Question

Find the equivalent weight of ${{\text{P}}_{\text{4}}}$ in the following reaction:
\[{{\text{P}}_{\text{4}}} \to {\text{P}}{{\text{H}}_{\text{3}}}{\text{ + }}{{\text{H}}_{\text{3}}}{\text{P}}{{\text{O}}_{\text{3}}}\]
A.40
B.$20.66$
C.60
D.31

Answer 1

Hint: The above reaction is a case of disproportionation reaction in which an element in a compound or in Free State gets both oxidized as well as reduced in the product. The equivalent weight of ${{\text{P}}_{\text{4}}}$ will be its molecular weight divided by its change in oxidation state.

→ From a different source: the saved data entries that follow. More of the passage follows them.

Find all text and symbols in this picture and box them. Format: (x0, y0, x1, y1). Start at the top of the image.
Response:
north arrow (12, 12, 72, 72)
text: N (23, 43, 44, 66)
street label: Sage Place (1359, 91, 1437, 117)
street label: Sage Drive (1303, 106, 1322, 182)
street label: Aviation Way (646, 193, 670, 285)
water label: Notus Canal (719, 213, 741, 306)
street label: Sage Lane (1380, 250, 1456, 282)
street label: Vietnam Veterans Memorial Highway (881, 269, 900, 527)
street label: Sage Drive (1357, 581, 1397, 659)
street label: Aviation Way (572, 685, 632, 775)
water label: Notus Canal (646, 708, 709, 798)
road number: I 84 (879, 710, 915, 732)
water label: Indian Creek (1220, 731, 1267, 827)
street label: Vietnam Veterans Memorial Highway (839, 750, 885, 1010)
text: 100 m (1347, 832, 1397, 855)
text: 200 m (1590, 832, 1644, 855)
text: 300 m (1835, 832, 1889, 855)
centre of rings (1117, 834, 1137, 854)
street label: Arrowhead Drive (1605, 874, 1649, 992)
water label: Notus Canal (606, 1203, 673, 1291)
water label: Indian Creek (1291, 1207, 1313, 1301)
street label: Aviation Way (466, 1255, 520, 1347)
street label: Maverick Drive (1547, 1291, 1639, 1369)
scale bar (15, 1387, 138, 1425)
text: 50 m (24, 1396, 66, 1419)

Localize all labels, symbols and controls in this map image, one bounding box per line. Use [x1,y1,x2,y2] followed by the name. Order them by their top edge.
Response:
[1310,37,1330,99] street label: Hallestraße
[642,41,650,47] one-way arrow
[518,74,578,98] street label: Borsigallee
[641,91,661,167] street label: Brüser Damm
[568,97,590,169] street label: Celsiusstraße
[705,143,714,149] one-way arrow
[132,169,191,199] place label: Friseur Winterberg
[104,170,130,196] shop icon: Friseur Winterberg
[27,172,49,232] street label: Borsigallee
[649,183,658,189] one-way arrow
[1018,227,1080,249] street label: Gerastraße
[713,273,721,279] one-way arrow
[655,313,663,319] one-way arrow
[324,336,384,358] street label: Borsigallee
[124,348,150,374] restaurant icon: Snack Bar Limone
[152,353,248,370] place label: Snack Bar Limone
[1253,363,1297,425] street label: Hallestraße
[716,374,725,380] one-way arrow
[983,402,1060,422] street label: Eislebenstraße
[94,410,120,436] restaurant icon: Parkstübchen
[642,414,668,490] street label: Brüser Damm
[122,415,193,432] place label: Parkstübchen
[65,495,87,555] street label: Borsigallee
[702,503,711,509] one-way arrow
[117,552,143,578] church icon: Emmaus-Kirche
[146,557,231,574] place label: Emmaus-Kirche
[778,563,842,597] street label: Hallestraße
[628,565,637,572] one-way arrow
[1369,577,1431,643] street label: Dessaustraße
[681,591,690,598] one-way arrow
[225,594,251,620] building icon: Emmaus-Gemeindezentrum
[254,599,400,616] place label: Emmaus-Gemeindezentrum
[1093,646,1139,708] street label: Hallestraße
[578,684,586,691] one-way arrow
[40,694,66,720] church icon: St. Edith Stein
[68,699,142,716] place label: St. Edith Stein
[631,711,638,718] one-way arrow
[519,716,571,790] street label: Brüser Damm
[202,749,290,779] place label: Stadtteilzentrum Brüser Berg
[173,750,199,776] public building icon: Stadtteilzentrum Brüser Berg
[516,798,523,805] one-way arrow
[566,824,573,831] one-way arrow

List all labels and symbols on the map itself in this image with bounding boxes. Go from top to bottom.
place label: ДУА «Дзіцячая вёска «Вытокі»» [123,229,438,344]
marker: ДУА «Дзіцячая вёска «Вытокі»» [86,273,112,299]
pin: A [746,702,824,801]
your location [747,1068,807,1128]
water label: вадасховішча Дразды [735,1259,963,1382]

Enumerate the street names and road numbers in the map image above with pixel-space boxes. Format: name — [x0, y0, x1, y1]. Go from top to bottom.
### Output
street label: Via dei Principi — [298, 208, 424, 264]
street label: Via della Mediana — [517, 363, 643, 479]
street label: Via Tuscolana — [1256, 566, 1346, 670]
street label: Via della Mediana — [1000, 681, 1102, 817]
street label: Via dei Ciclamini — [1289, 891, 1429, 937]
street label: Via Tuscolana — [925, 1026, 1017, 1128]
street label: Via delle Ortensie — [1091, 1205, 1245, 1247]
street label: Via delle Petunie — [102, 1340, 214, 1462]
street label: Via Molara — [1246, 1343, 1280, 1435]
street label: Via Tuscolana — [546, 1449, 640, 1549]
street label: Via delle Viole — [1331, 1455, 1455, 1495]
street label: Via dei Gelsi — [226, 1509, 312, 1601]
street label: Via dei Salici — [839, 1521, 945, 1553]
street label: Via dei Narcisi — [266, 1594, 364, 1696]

Complete step by step solution:
The oxidation state of phosphorus in ${{\text{P}}_{\text{4}}}$ is zero since any element in its free elemental state has zero oxidation number. In phosphine the oxidation number of phosphorus is $ - 3$ to balance the three monovalent atoms of hydrogen. In phosphorous acid, the oxidation state of phosphorus is $ + 3$.
Hence, the phosphorus in the elemental state in ${{\text{P}}_{\text{4}}}$ converts to phosphine by accepting electrons while in phosphorous acid, it loses electrons to convert to the $ + 3$ oxidation state. Hence, the total change in the oxidation state is 3.
Ignoring the sign, change in oxidation state of ${{\text{P}}_{\text{4}}}$=$\dfrac{{3 \times 4}}{2} = 6$. So the change in oxidation state is 6 units.
Now, the equivalent weight = $\dfrac{{{\text{Molecular Weight}}}}{6}$ = $\dfrac{{31}}{6} = 20.66$.
Hence, the correct answer is $20.66$.

Notes: The oxidation state of any element can be defined as the number of electrons that can be accepted or given out by the element in the process of formation of a compound. The oxidation state of an element can be either positive or negative or even fractional, unlike the valency of the element which is always positive. The oxidation state of any element in its free state is always zero.